**ENTRIES SHOWN:**

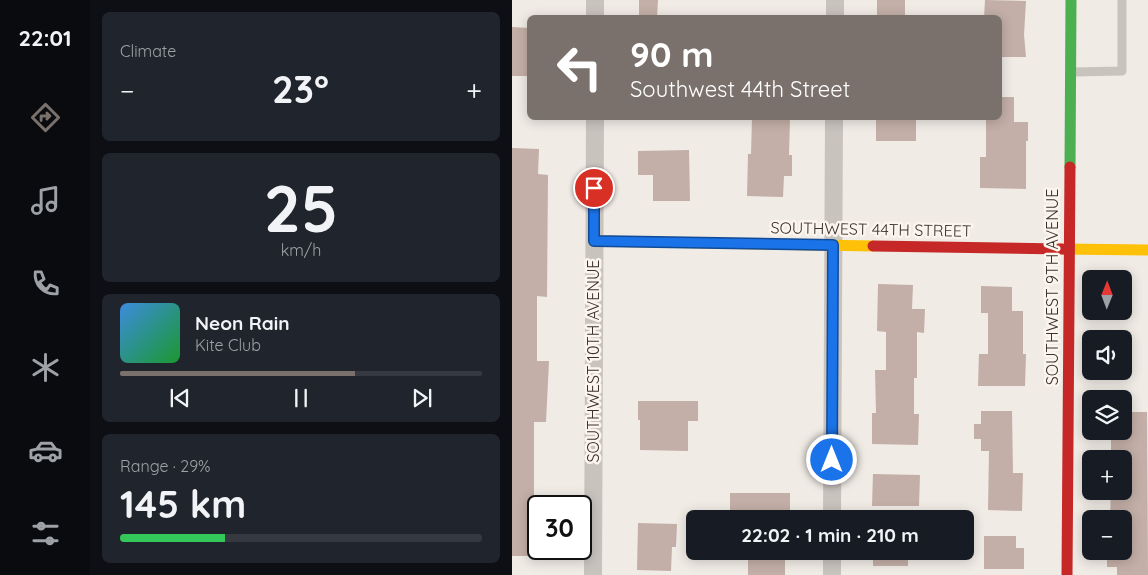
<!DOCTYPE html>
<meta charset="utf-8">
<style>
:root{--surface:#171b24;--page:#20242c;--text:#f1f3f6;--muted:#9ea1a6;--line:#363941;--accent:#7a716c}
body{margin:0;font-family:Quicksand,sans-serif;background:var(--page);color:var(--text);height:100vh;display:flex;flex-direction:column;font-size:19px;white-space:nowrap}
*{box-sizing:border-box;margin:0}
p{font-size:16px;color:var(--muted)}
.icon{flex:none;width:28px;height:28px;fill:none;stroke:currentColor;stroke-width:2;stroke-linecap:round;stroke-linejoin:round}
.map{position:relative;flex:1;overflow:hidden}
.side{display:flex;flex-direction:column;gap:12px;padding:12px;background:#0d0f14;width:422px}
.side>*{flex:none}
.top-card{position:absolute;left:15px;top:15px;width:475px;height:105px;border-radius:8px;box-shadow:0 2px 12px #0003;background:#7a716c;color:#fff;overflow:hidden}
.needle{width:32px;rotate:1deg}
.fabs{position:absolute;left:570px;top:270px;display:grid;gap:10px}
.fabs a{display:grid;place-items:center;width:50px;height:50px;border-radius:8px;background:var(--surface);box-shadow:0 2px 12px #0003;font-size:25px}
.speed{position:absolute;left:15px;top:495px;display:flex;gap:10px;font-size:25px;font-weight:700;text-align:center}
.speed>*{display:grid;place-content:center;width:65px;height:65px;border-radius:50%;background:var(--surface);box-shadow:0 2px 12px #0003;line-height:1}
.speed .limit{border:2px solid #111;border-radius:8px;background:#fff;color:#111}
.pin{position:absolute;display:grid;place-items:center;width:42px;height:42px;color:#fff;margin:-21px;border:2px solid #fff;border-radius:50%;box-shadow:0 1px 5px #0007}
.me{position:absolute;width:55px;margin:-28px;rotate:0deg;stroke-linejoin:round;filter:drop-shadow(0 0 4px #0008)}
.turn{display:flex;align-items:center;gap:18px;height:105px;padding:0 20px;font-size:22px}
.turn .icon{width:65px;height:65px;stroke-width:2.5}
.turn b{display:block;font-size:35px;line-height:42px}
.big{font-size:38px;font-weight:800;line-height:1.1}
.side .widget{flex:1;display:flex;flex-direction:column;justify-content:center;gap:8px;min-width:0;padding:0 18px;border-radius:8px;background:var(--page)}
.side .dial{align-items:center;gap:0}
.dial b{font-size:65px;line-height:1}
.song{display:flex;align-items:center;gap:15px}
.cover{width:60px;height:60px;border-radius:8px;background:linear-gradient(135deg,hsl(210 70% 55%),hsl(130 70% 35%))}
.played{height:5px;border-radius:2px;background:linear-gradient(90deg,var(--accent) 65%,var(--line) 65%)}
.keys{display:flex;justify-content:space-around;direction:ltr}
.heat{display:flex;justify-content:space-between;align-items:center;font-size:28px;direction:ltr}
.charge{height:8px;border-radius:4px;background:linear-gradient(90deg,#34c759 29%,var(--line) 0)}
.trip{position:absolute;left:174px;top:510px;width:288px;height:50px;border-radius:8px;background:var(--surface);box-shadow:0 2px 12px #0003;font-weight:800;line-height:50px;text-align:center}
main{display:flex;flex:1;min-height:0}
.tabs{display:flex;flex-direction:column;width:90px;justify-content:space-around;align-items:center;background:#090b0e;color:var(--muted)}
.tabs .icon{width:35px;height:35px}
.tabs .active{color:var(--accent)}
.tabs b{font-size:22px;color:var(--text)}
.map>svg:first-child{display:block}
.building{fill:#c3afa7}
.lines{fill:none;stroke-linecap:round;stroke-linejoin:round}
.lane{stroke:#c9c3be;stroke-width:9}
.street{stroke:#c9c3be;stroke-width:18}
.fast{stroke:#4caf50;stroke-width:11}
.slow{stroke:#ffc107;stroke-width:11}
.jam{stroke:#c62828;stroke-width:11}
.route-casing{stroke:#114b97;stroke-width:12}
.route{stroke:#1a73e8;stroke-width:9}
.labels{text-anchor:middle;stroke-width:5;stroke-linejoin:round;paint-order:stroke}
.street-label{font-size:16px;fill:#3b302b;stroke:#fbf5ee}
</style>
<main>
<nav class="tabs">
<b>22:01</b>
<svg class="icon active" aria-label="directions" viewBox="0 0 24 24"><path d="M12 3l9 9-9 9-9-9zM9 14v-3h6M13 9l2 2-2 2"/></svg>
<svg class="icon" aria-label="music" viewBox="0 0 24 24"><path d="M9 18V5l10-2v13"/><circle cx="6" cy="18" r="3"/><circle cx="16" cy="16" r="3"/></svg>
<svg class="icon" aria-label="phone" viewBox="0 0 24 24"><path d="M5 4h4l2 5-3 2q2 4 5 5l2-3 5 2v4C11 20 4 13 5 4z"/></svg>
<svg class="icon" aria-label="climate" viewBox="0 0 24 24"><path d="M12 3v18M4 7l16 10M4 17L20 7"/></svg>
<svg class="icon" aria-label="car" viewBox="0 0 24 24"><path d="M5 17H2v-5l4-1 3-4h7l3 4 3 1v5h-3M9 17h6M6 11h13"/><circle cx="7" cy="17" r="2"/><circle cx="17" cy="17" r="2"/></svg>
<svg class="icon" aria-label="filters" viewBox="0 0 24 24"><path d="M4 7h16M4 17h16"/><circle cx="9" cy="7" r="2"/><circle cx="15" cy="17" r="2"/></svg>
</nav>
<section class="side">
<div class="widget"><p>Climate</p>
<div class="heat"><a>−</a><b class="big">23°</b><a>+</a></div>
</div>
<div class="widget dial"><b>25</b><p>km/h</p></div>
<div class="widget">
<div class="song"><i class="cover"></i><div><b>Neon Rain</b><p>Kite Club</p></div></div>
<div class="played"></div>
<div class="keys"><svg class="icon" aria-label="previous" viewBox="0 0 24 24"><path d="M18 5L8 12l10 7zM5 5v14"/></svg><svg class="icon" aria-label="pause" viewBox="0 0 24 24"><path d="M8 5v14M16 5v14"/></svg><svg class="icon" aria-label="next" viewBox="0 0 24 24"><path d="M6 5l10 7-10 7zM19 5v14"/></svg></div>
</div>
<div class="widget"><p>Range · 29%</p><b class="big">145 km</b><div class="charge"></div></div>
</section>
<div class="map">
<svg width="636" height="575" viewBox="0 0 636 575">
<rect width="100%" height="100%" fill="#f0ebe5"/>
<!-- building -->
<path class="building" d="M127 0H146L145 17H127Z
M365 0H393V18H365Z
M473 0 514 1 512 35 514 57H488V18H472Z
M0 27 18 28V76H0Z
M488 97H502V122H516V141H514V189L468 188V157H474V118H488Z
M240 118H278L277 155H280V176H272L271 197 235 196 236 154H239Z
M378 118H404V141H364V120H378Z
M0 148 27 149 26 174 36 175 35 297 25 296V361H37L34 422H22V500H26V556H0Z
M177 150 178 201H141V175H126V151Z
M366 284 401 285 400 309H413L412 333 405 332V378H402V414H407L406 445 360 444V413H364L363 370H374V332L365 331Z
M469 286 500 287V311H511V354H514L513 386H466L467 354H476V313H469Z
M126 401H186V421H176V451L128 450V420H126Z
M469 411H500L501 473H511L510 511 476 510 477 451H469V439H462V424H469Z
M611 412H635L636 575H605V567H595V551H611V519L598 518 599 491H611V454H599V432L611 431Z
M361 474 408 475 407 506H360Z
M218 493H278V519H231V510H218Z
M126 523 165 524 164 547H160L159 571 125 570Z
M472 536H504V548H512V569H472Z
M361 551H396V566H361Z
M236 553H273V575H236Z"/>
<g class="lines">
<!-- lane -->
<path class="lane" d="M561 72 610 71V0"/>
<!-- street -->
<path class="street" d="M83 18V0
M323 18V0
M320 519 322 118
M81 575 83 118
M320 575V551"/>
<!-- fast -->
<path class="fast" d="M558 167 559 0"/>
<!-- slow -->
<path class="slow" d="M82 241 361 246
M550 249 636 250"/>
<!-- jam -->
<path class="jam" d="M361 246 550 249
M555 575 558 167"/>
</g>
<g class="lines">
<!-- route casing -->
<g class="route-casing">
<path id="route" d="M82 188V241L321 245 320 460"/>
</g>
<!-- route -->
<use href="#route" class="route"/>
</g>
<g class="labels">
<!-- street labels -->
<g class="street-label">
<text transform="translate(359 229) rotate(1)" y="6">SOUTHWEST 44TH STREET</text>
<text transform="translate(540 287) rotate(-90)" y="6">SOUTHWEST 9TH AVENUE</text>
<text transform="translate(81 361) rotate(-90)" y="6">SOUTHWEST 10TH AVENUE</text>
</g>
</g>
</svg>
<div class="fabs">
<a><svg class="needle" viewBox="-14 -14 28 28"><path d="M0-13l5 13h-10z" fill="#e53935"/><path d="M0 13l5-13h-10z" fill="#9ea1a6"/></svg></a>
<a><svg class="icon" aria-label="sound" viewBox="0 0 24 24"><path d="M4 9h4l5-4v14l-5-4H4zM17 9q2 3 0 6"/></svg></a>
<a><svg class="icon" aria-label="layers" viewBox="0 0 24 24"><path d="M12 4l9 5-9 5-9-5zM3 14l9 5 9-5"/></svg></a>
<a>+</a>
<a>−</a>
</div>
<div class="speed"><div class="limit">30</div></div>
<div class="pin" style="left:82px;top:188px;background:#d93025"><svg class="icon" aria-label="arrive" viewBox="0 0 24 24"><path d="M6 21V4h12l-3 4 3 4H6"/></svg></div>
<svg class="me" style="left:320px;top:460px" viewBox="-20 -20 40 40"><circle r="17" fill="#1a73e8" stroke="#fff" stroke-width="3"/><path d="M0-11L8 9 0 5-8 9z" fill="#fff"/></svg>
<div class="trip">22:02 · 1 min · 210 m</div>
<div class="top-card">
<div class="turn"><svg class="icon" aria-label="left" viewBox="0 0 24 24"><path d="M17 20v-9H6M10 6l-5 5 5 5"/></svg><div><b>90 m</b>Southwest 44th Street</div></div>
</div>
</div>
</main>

**HOW TO COMPLETE THIS TASK:**
Count the lines in the records above that contain "margin", please, and give the number without any other words.

**RESULT OF THE TASK:**
4